El final de las estudiantes

yonkis

Translation: How about going for some ice-cream? // Yep!! Maybe they think we are junkies and they give us ice-cream for free!!

En Santander sucede como en Escocia, el verano es una actitud. Me refiero, cuando hay trece grados, humedad, y un viento frío cargado de diminutas gotitas de lluvia helada que te va calando poco a poco, a nadie le apetece llevar shorts o chanclas o tirantes. Y qué decir del cielo gris preñado de nubes negruzcas… ¿de verdad os pondríais entonces las gafas de sol?

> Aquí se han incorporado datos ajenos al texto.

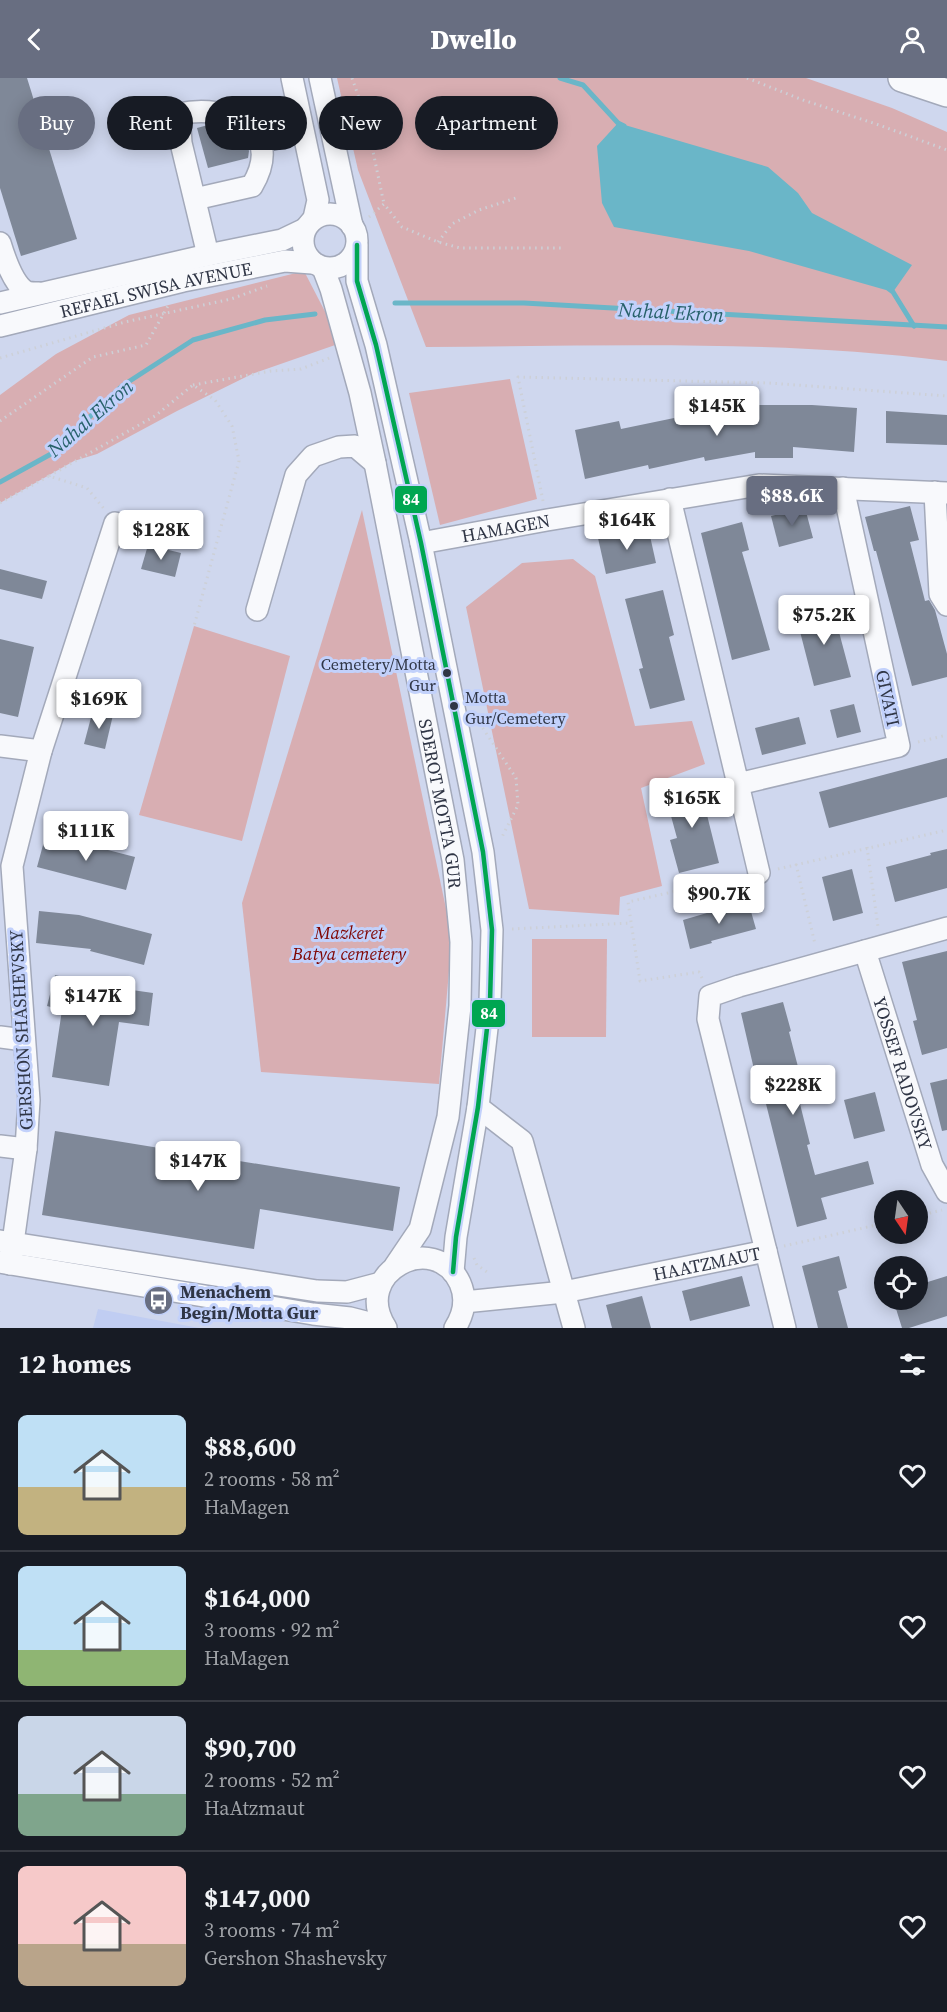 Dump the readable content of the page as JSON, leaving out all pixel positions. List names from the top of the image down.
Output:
{
  "streets": {
    "street": [
      "REFAEL SWISA AVENUE",
      "HAMAGEN",
      "GIVATI",
      "SDEROT MOTTA GUR",
      "GERSHON SHASHEVSKY",
      "YOSSEF RADOVSKY",
      "HAATZMAUT"
    ]
  },
  "crossings": [
    ["REFAEL SWISA AVENUE", "SDEROT MOTTA GUR"],
    ["HAMAGEN", "GIVATI"],
    ["HAMAGEN", "SDEROT MOTTA GUR"]
  ],
  "water": ["Nahal Ekron"],
  "parks": ["Mazkeret Batya cemetery"],
  "places": {
    "other": ["Cemetery/Motta Gur", "Motta Gur/Cemetery"],
    "bus stop": ["Menachem Begin/Motta Gur"]
  },
  "lines": ["transit line 84"],
  "north": "bottom",
  "page": {
    "header": "Dwello",
    "chip": [
      "Buy",
      "Rent",
      "Filters",
      "New",
      "Apartment"
    ],
    "price": [
      "$145K",
      "$88.6K",
      "$164K",
      "$128K",
      "$75.2K",
      "$169K",
      "$165K",
      "$111K",
      "$90.7K",
      "$147K",
      "$228K",
      "$147K"
    ],
    "heading": "12 homes",
    "list": [
      {
        "name": "$88,600",
        "note": "2 rooms · 58 m² · HaMagen"
      },
      {
        "name": "$164,000",
        "note": "3 rooms · 92 m² · HaMagen"
      },
      {
        "name": "$90,700",
        "note": "2 rooms · 52 m² · HaAtzmaut"
      },
      {
        "name": "$147,000",
        "note": "3 rooms · 74 m² · Gershon Shashevsky"
      }
    ]
  }
}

Sin embargo es julio, se escucha el rugido del mar muy cerca y la playa es de arena ocre, con conchas y algas por doquier, y a nosotras, como buenas españolas que somos, nos han enseñado que una se va al mar en verano a bañarse, ya desde que éramos criaturas de pecho nos hacían reptar por la arena ardiente cual lagartos del desierto o nos llevaban hacia el agua para que la espuma de las olas caracoleara en nuestros tobillos. Y además, las tres somos de Madrid, donde suspiramos por gozar lo que jamás tendremos allí: la costa. 

Y así fue como ese día en Santander acabamos en el agua. Estaba tan fría como un madrugada invernal, pero si eras lo suficientemente valiente como para introducir todo el cuerpo, poco a poco se iba templando. Las olas subían amenazadoras, para terminar rompiendo violentamente sobre la arena dura y húmeda, y las corrientes te iban arrastrando nada disimuladamente hacia dentro, cada vez más cerca de la franja azul que era el horizonte, donde el mar se confunde con el cielo. Me dejé llevar, por unos instantes, en una parte profunda donde las olas apenas empezaban a crecer, y entonces una podía mecerse en ellas. La sensación de abandono, de flotar, los movimientos rítmicos del agua, y el color casi blanquecino del cielo me recordaron lo cómodo que es simplemente existir, sin tener que pensar ni hacer esfuerzo alguno, limitarse únicamente a observar el mundo  a través de la ventana de los sentidos.

Pero el frío había vuelto las puntas de mis dedos violáceas, casi azules, así que salí, y una vez en la playa me ejercité en el enrevesado arte de cambiarme el bikini húmedo por unas bragitas y un sujetador de algodón mucho más cómodos con la mano derecha, mientras con la izquierda sujetaba firmemente una toalla justo por encima del pecho. Tras mucho sudor frío y temblores -porque pese al tiempo, la playa estaba llena de gente, y de hecho tenía un matrimonio de ballenatos observándome justo en frente- lo conseguí, y aun al día de hoy me siento indescriptiblemente feliz de semejante proeza.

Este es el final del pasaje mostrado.